== Work task ==
Give the data below again exactly as written, without its pictures.

== Information supplied ==
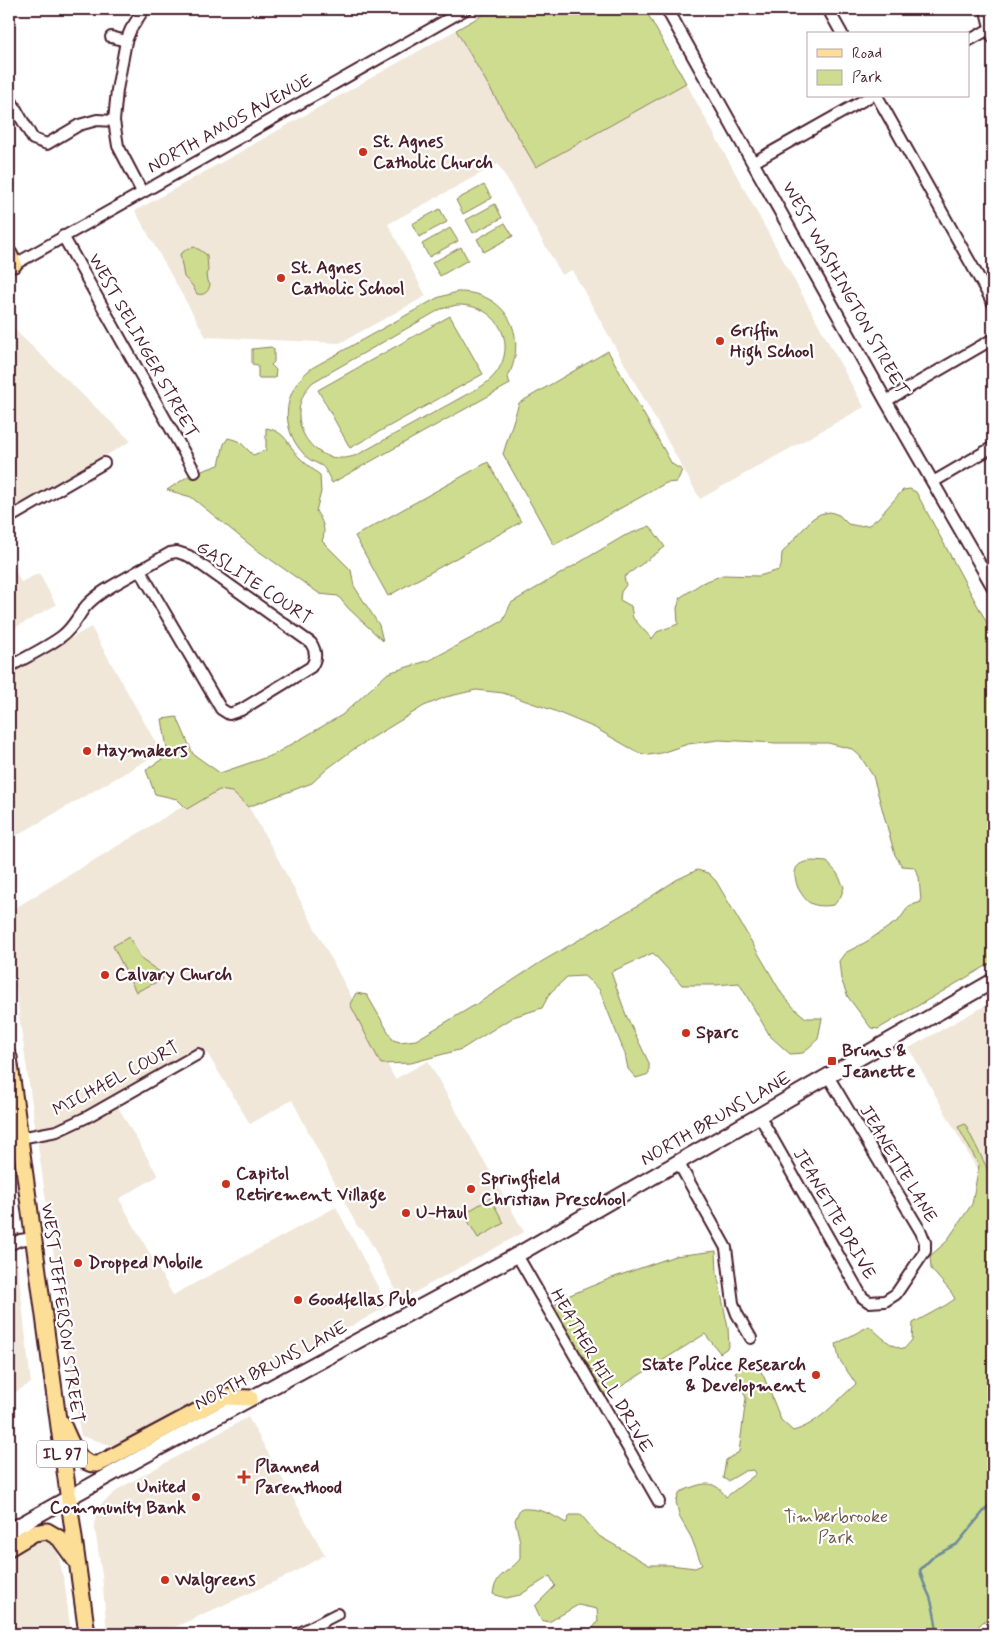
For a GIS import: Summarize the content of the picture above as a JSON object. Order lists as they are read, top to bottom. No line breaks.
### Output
{"streets":{"main road":["NORTH BRUNS LANE","WEST JEFFERSON STREET","IL 97"],"street":["NORTH AMOS AVENUE","WEST WASHINGTON STREET","WEST SELINGER STREET","GASLITE COURT","MICHAEL COURT","JEANETTE LANE","JEANETTE DRIVE","HEATHER HILL DRIVE"]},"crossings":[["NORTH AMOS AVENUE","WEST SELINGER STREET"],["MICHAEL COURT","WEST JEFFERSON STREET"],["NORTH BRUNS LANE","JEANETTE LANE"],["NORTH BRUNS LANE","JEANETTE DRIVE"],["NORTH BRUNS LANE","WEST JEFFERSON STREET"],["NORTH BRUNS LANE","HEATHER HILL DRIVE"],["JEANETTE LANE","JEANETTE DRIVE"]],"parks":["Timberbrooke Park"],"places":{"other":["St. Agnes Catholic Church","St. Agnes Catholic School","Griffin High School","Haymakers","Calvary Church","Sparc","Capitol Retirement Village","Springfield Christian Preschool","U-Haul","Dropped Mobile","Goodfellas Pub","State Police Research & Development","United Community Bank","Walgreens"],"transit":["Bruns & Jeanette"],"health":["Planned Parenthood"]},"legend":["Road","Park"]}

== Finished task ==
For a GIS import: Summarize the content of the picture above as a JSON object. Order lists as they are read, top to bottom. No line breaks.
### Output
{"streets":{"main road":["NORTH BRUNS LANE","WEST JEFFERSON STREET","IL 97"],"street":["NORTH AMOS AVENUE","WEST WASHINGTON STREET","WEST SELINGER STREET","GASLITE COURT","MICHAEL COURT","JEANETTE LANE","JEANETTE DRIVE","HEATHER HILL DRIVE"]},"crossings":[["NORTH AMOS AVENUE","WEST SELINGER STREET"],["MICHAEL COURT","WEST JEFFERSON STREET"],["NORTH BRUNS LANE","JEANETTE LANE"],["NORTH BRUNS LANE","JEANETTE DRIVE"],["NORTH BRUNS LANE","WEST JEFFERSON STREET"],["NORTH BRUNS LANE","HEATHER HILL DRIVE"],["JEANETTE LANE","JEANETTE DRIVE"]],"parks":["Timberbrooke Park"],"places":{"other":["St. Agnes Catholic Church","St. Agnes Catholic School","Griffin High School","Haymakers","Calvary Church","Sparc","Capitol Retirement Village","Springfield Christian Preschool","U-Haul","Dropped Mobile","Goodfellas Pub","State Police Research & Development","United Community Bank","Walgreens"],"transit":["Bruns & Jeanette"],"health":["Planned Parenthood"]},"legend":["Road","Park"]}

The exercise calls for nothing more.